Data for this task:
◇ ◇ ◇ ◇ ◇
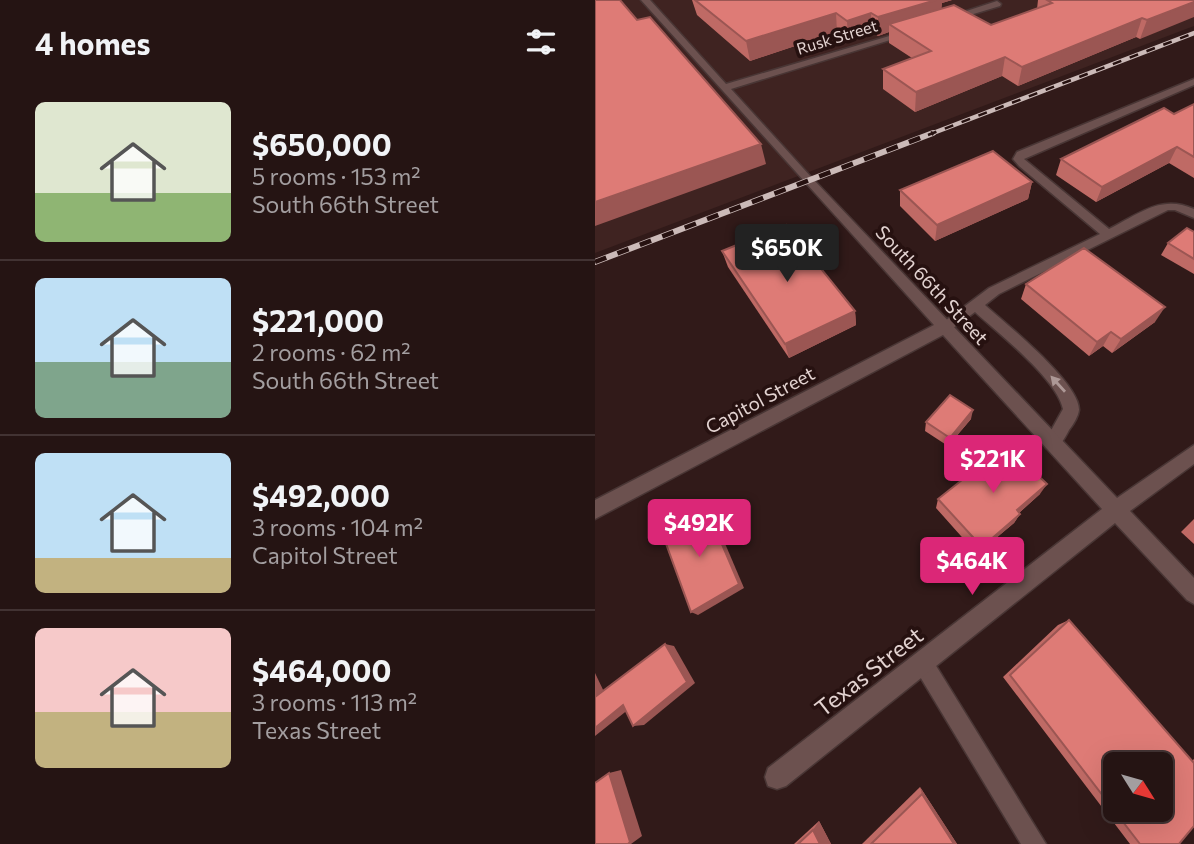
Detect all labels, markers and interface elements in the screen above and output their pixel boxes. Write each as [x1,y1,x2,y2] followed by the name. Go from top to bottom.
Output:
[794,15,880,58] street label: Rusk Street
[522,23,560,61] icon: filters
[35,24,150,61] text: 4 homes
[252,125,392,162] text: $650,000
[91,130,175,214] icon: home
[252,162,421,190] text: 5 rooms · 153 m²
[252,190,439,218] text: South 66th Street
[871,220,994,349] street label: South 66th Street
[738,224,836,284] pin: $650K
[751,233,823,261] text: $650K
[252,301,384,338] text: $221,000
[91,306,175,390] icon: home
[252,338,411,366] text: 2 rooms · 62 m²
[701,361,818,438] street label: Capitol Street
[252,366,439,394] text: South 66th Street
[1050,375,1066,393] one-way arrow
[944,435,1042,495] pin: $221K
[960,444,1026,472] text: $221K
[252,476,390,513] text: $492,000
[91,481,175,565] icon: home
[650,500,748,559] pin: $492K
[664,508,734,536] text: $492K
[252,513,423,541] text: 3 rooms · 104 m²
[923,538,1021,597] pin: $464K
[252,541,398,569] text: Capitol Street
[936,546,1008,574] text: $464K
[809,620,928,722] street label: Texas Street
[252,651,391,688] text: $464,000
[91,656,175,740] icon: home
[252,688,417,716] text: 3 rooms · 113 m²
[252,716,381,744] text: Texas Street
[1103,752,1173,822] north arrow
[1103,752,1173,822] map controls

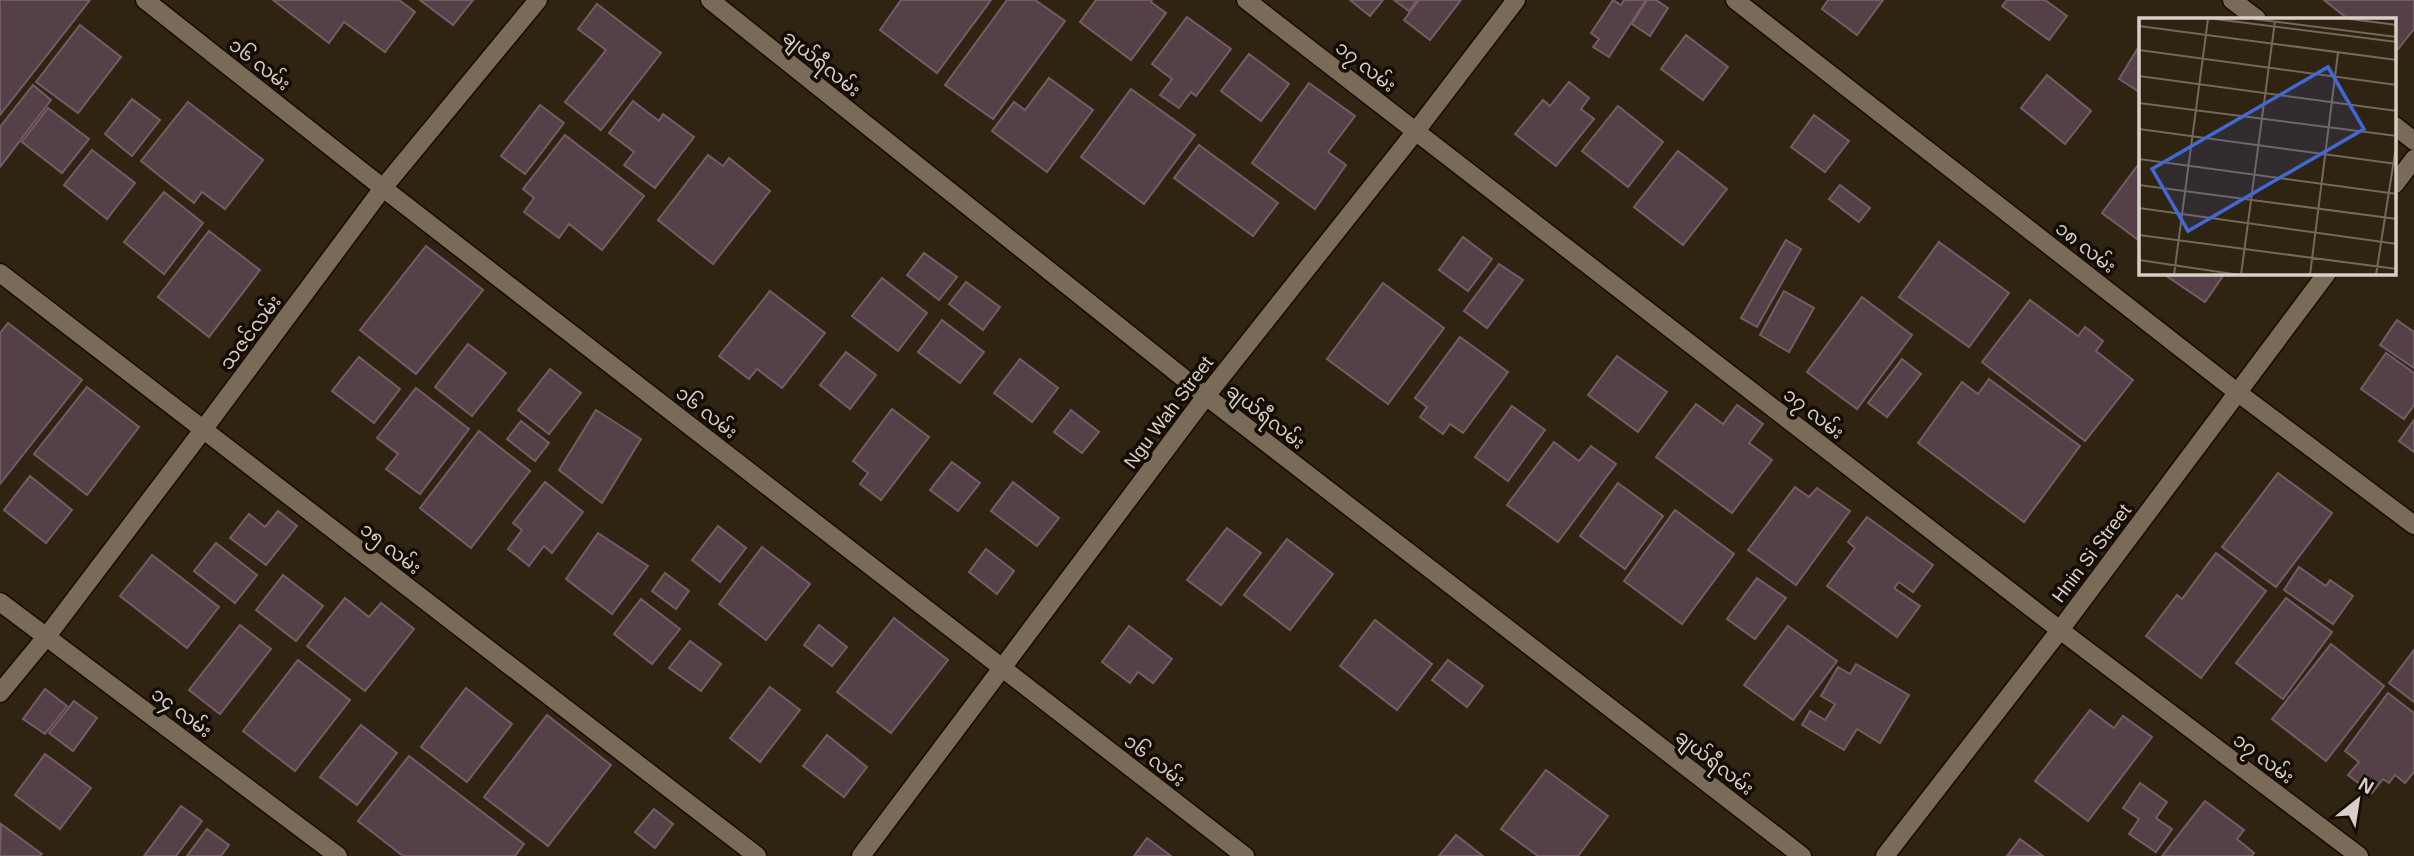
◇ ◇ ◇ ◇ ◇
Task to carry out: Please transcribe the listing above verbatim and exclude every picture.

Answer:
Detect all labels, markers and interface elements in the screen above and output their pixel boxes. Write each as [x1,y1,x2,y2] followed by the name. Go from top to bottom.
Output:
[794,15,880,58] street label: Rusk Street
[522,23,560,61] icon: filters
[35,24,150,61] text: 4 homes
[252,125,392,162] text: $650,000
[91,130,175,214] icon: home
[252,162,421,190] text: 5 rooms · 153 m²
[252,190,439,218] text: South 66th Street
[871,220,994,349] street label: South 66th Street
[738,224,836,284] pin: $650K
[751,233,823,261] text: $650K
[252,301,384,338] text: $221,000
[91,306,175,390] icon: home
[252,338,411,366] text: 2 rooms · 62 m²
[701,361,818,438] street label: Capitol Street
[252,366,439,394] text: South 66th Street
[1050,375,1066,393] one-way arrow
[944,435,1042,495] pin: $221K
[960,444,1026,472] text: $221K
[252,476,390,513] text: $492,000
[91,481,175,565] icon: home
[650,500,748,559] pin: $492K
[664,508,734,536] text: $492K
[252,513,423,541] text: 3 rooms · 104 m²
[923,538,1021,597] pin: $464K
[252,541,398,569] text: Capitol Street
[936,546,1008,574] text: $464K
[809,620,928,722] street label: Texas Street
[252,651,391,688] text: $464,000
[91,656,175,740] icon: home
[252,688,417,716] text: 3 rooms · 113 m²
[252,716,381,744] text: Texas Street
[1103,752,1173,822] north arrow
[1103,752,1173,822] map controls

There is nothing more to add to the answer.